© Sam Jackson 2023

LESEPROBE VON GNADENSCHUSS IM FEUERREGEN

»Und das alles an einem Dienstag.«
CHRIS RHODES

Vor dem Ortsschild gaben meine Beine nach. Meine Knie sanken in den Sand ein, sofort weitete sich seine Hitze auf den Stoff meiner Hose aus, versengte mir die Haut. Ich legte den Kopf in den Nacken und schirmte die Sonnenstrahlen mit einer Hand ab. Schweißtropfen rannen mir von der Stirn über die Brauen direkt in die Augen. Um die Lettern auf dem Schild entziffern zu können, blinzelte ich gegen das gleißende Licht und die brennenden Schlieren an: Ein großes vergilbtes »C« links und ein kleines »O« rechts. Die restlichen Buchstaben und das ausgeblichene Grün im Hintergrund waren den Rostflecken zum Opfer gefallen.

Mit gemischten Gefühlen ließ ich meinen Blick zu der Stadt dahinter schweifen. Unterhalb der Anhöhe, auf der ich kniete, erstreckte sie sich bis zum Horizont. Es war ein ganz schön trostloser Anblick, aber allemal besser als eine Fata Morgana. Einst musste der aus verbogenen Stahlkonstruktionen und eingestürzten Betonbauten bestehende Trümmerhaufen eine beeindruckende Skyline abgegeben haben. Nun ragte das, was von den Hochhäusern übrig geblieben war, ausgehöhlt und skelettartig zum wolkenlosen Himmel empor.

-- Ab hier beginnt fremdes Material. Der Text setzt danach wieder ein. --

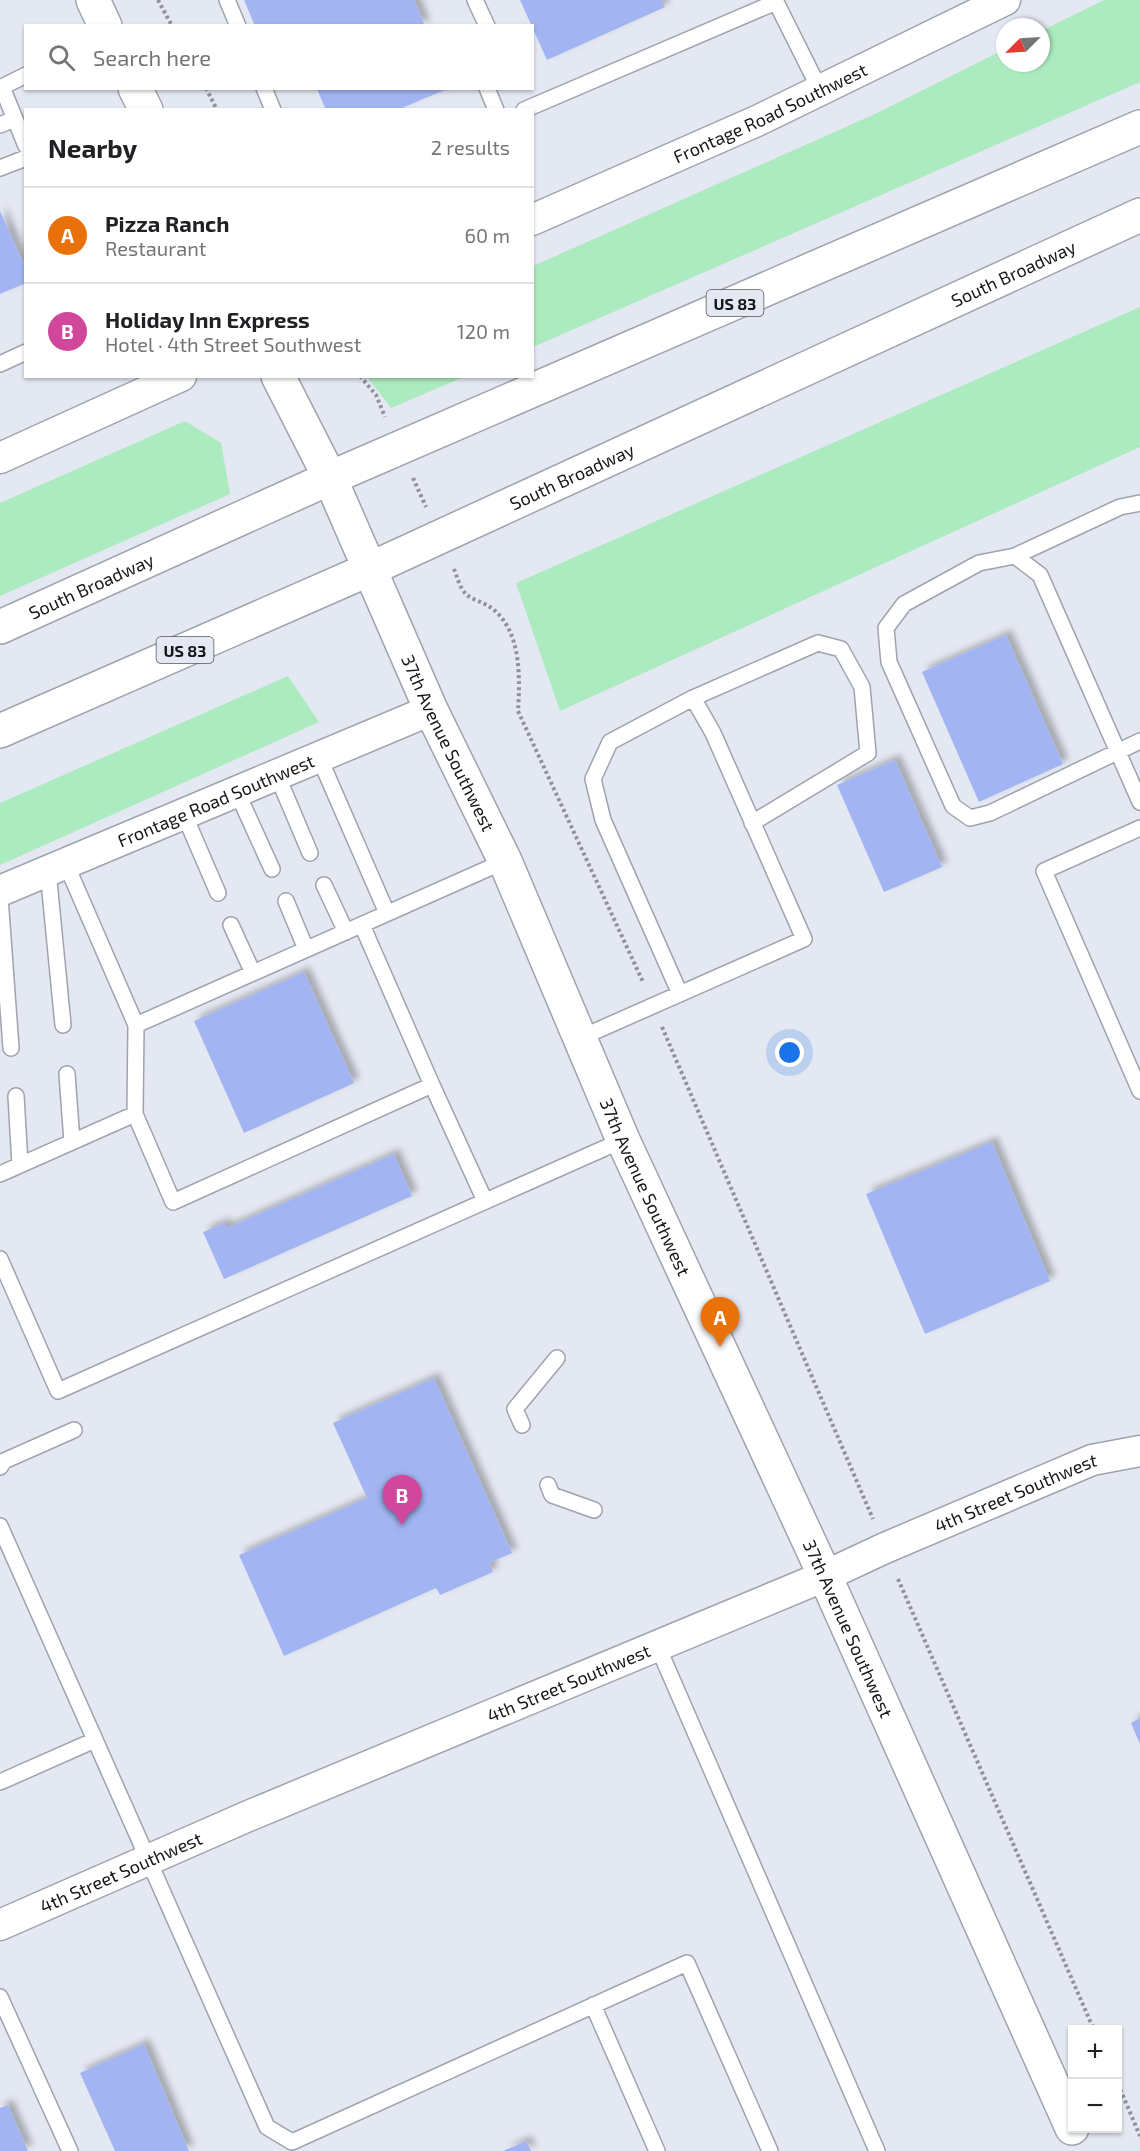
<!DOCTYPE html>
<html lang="en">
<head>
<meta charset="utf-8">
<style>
  :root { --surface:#fff; --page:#f6f6f6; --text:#202124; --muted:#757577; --line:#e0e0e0; --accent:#547f03 }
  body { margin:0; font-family:"Exo 2",sans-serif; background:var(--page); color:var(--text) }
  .controls { position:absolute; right:18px; bottom:18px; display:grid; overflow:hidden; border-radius:0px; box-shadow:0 2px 4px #0004 }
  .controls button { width:54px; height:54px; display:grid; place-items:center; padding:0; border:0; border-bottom:2px solid var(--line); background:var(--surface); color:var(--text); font:30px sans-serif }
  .compass { position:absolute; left:996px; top:18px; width:54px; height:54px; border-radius:50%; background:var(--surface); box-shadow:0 2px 4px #0004; rotate:246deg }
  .you { position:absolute; left:790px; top:1053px; width:21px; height:21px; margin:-15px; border:4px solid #fff; border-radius:50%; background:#1a73e8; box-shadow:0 0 0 9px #1a73e833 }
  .badge { display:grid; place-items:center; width:39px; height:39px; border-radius:50%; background:var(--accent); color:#fff; font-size:20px; font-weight:700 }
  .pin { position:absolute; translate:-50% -50px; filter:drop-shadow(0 2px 3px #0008) }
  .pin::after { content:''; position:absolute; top:32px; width:21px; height:18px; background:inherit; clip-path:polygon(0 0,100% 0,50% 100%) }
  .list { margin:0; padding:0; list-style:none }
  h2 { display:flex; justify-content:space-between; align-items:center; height:78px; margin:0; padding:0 24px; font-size:26px }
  h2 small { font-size:20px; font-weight:400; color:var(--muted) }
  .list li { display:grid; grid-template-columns:39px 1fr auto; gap:18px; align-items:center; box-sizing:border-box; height:96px; padding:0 24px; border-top:2px solid var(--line) }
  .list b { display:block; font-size:22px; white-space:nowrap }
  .list p { margin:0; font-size:20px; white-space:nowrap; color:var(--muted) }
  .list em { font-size:20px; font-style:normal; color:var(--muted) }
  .icon { flex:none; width:33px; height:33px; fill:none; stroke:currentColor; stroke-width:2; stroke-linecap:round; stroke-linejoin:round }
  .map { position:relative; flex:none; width:1140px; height:2151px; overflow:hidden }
  .search { position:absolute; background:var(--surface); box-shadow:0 2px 4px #0004; left:24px; top:24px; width:510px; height:66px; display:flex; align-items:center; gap:15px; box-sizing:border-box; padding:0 21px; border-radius:0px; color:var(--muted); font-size:22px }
  .panel { position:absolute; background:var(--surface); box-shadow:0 2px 4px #0004; left:24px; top:108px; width:510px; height:270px; border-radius:0px }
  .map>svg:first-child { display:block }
  .green { fill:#acebbf }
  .building { fill:#a2b5f2; filter:url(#shadow) }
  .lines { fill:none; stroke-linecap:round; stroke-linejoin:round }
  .service-casing { stroke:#9fa3ad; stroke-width:18 }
  .minor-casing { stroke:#9fa3ad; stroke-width:33 }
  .tertiary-casing { stroke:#9fa3ad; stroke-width:36 }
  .secondary-casing { stroke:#9fa3ad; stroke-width:36 }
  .trunk-casing { stroke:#9fa3ad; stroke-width:36 }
  .path { stroke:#8f929a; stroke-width:4; stroke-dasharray:3 3; stroke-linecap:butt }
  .service { stroke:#fff; stroke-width:15 }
  .minor { stroke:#fff; stroke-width:30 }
  .tertiary { stroke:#fff; stroke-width:33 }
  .secondary { stroke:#fff; stroke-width:33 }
  .trunk { stroke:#fff; stroke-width:33 }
  .labels { text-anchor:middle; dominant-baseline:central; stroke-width:6; stroke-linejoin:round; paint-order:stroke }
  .shield { fill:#e4e8f2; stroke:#54565c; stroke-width:1.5 }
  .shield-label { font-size:16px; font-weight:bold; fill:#16171b }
  .street-label { font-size:18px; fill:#16171b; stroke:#e4e8f2 }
</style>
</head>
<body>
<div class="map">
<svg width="1140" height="2151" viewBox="0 0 1140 2151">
  <defs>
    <filter id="shadow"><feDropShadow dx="5.5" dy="-5.5" stdDeviation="3" flood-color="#0004"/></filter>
  </defs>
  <rect width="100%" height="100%" fill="#e4e8f2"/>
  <!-- green -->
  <path class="green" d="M1104 0H1140V82L533 347V266L875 114 1005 49V63H1041V31Z
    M1140 307V447L560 711 516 583Z
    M367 377H464L391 408Z
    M185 421 221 443 230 494 0 596V503Z
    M288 676 319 722 0 865V803Z"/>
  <!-- building -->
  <path class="building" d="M244 0H414L425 26H255Z
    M520 0H661L665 7 547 60Z
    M317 89H447L397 110H326Z
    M0 211 26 269V283L0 294Z
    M1006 635 1063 764 979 802 922 672Z
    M895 760 942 867 884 892 837 785Z
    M304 972 354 1083 244 1133 194 1021Z
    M992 1142 1050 1281 925 1334 866 1194Z
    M394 1154 412 1196 224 1279 203 1232 225 1223 227 1228Z
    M434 1378 512 1553 489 1563 493 1572 440 1595 436 1588 284 1656 239 1555 367 1498 333 1423Z
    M1140 1718V1744L1131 1723Z
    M144 2044 189 2151H115L80 2073Z
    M8 2105 28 2151H0V2108Z
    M526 2141 531 2151H503Z"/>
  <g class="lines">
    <defs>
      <path id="service" d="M227 0 238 26
        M475 0 487 26
        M775 0 820 90
        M26 75 2 87 26 146
        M264 88 273 110
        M487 88 496 110
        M524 110 776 2
        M0 125 14 119
        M0 168 26 158
        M0 364 26 352
        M1015 556 1120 507 1140 503
        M693 698 818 643 841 649 862 687 868 753 752 823
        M1140 741 990 813 970 818 953 806 889 662 886 628 904 604 979 563 1015 556 1040 575 1140 802
        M319 757 387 913
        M277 775 310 853
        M237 792 272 869
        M184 814 218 893
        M1140 828 1044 871 1140 1091
        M48 871 63 1025
        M324 885 346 932
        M0 897 11 1048
        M286 901 306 949
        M231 925 253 973
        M136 1025 505 861
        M580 1038C654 1005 729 972 804 939L713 733 693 698 610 742 593 779 603 820 680 994
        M67 1074 72 1142
        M432 1085 485 1201
        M16 1096 20 1165
        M135 1114 173 1202 432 1085 362 925
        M0 1174 135 1114 136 1025 66 864
        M0 1259 58 1391 623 1140
        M522 1425 515 1409 557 1358
        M0 1467 4 1461 74 1430
        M548 1485 552 1495 594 1510
        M0 1526 267 2127 292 2142 687 1963 770 2151
        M658 1647 877 2151
        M0 1782 95 1740
        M0 1997 70 2151
        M593 2005 657 2151"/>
      <g id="minor">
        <path id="s1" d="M532 220 759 120 1005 0"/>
        <path d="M0 458 181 376"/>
        <path id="s2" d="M0 891 431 710"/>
        <path id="s3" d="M0 1925 246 1817 825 1576 885 1548 1092 1460 1140 1451"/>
      </g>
      <path id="tertiary" d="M93 0 105 26
        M135 88 146 110
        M278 376 330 478"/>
      <g id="secondary">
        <path id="s4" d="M330 478 431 710 505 861 623 1140 825 1576 1072 2128"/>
      </g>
      <g id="trunk">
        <path id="s5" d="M0 627 330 478 1140 127"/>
        <path id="s6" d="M0 731 370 569 1140 215"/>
      </g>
    </defs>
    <!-- service casing -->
    <use href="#service" class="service-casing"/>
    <!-- minor casing -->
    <use href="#minor" class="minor-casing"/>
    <!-- tertiary casing -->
    <use href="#tertiary" class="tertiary-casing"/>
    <!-- secondary casing -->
    <use href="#secondary" class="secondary-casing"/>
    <!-- trunk casing -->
    <use href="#trunk" class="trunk-casing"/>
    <!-- path -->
    <path class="path" d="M158 0 172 26
      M206 88 217 110
      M360 376 376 395 385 417
      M413 478 426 507
      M454 569C457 576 460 589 466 594 472 600 483 602 490 607 522 629 520 678 518 711L643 982
      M662 1027 873 1519
      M898 1579 1094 2030
      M1118 2084 1140 2136"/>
    <!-- service -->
    <use href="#service" class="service"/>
    <!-- minor -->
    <use href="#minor" class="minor"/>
    <!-- tertiary -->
    <use href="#tertiary" class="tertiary"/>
    <!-- secondary -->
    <use href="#secondary" class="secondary"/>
    <!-- trunk -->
    <use href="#trunk" class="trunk"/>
  </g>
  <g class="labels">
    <!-- shield labels -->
    <g class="shield">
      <rect x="706.5" y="290" width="57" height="26" rx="4.5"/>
      <rect x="156.5" y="637" width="57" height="26" rx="4.5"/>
    </g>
    <g class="shield-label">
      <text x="735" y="303">US 83</text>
      <text x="185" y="650">US 83</text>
    </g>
    <!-- street labels -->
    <g class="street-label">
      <text stroke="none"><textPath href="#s1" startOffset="261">Frontage Road Southwest</textPath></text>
      <text stroke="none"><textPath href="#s6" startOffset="1112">South Broadway</textPath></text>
      <text stroke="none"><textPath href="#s6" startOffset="626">South Broadway</textPath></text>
      <text stroke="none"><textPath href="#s5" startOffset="100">South Broadway</textPath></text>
      <text stroke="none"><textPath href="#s4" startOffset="290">37th Avenue Southwest</textPath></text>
      <text stroke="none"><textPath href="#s2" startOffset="234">Frontage Road Southwest</textPath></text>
      <text stroke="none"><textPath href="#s4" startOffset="776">37th Avenue Southwest</textPath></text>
      <text stroke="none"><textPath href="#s3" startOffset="1104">4th Street Southwest</textPath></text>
      <text stroke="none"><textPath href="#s4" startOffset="1262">37th Avenue Southwest</textPath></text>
      <text stroke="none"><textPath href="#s3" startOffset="618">4th Street Southwest</textPath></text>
      <text stroke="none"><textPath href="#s3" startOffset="132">4th Street Southwest</textPath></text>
    </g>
  </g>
</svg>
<div class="controls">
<button>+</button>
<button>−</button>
</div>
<svg class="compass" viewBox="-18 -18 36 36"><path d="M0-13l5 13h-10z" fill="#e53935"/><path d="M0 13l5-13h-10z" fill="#757577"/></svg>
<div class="you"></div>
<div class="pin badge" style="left:720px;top:1347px;background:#e8710a">A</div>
<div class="pin badge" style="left:402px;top:1525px;background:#d1479c">B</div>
<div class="search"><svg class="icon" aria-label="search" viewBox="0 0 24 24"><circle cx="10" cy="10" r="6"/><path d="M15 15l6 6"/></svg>Search here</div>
<section class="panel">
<h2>Nearby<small>2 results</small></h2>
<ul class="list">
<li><span class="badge" style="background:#e8710a">A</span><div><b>Pizza Ranch</b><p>Restaurant</p></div><em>60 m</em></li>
<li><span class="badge" style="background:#d1479c">B</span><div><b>Holiday Inn Express</b><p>Hotel · 4th Street Southwest</p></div><em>120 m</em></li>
</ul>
</section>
</div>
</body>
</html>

Als ich mich erheben wollte, schoss ein stechender Schmerz in meine Schläfen, und wieder tauchte das Autoradio vor meinem inneren Auge auf.

Das sumpfgrüne Display zeigte »I'M AFRAID OF« an. Für den ganzen Titel war der Bildschirm zu klein, aber das hinderte das Lied nicht daran, seine Endlosschleife fortzusetzen. Zumindest, bis der Sandsturm wie aus dem Nichts herangerast war. Ein Wimpernschlag, und die dichte, orangerote Wand warf den Geländewagen um, an dessen Steuer ich saß. Rauschen trat an die Stelle von der Musik, dann ein unerträglich hohes Fiepen.

Nach Stunden, Tagen, vielleicht Wochen, hatten sich die Liedzeilen in mein Hirn eingebrannt wie die Sonne auf meiner Haut. Hatte ich nun den Namen Johnny und das Verlangen nach einer Dose Cola von dem letzten abgespielten Lied aufgeschnappt oder hörte ich wirklich auf Ersteres und dürstete nach Letzterem? Ich sah an mir herunter: weißes Achselshirt, sandfarbene Cargohose und feste Stiefel in der gleichen Farbe. Breite Brust und sehnige Arme mit einem Teint, der förmlich nach After-Sun-Lotion schrie. Sieht nach 'nem Typen wie Johnny aus. Dazu passten auch die kurzen, juckenden Haare und Bartstoppeln, aus denen sich einzelne Sandkörner lösten, als ich darüber strich.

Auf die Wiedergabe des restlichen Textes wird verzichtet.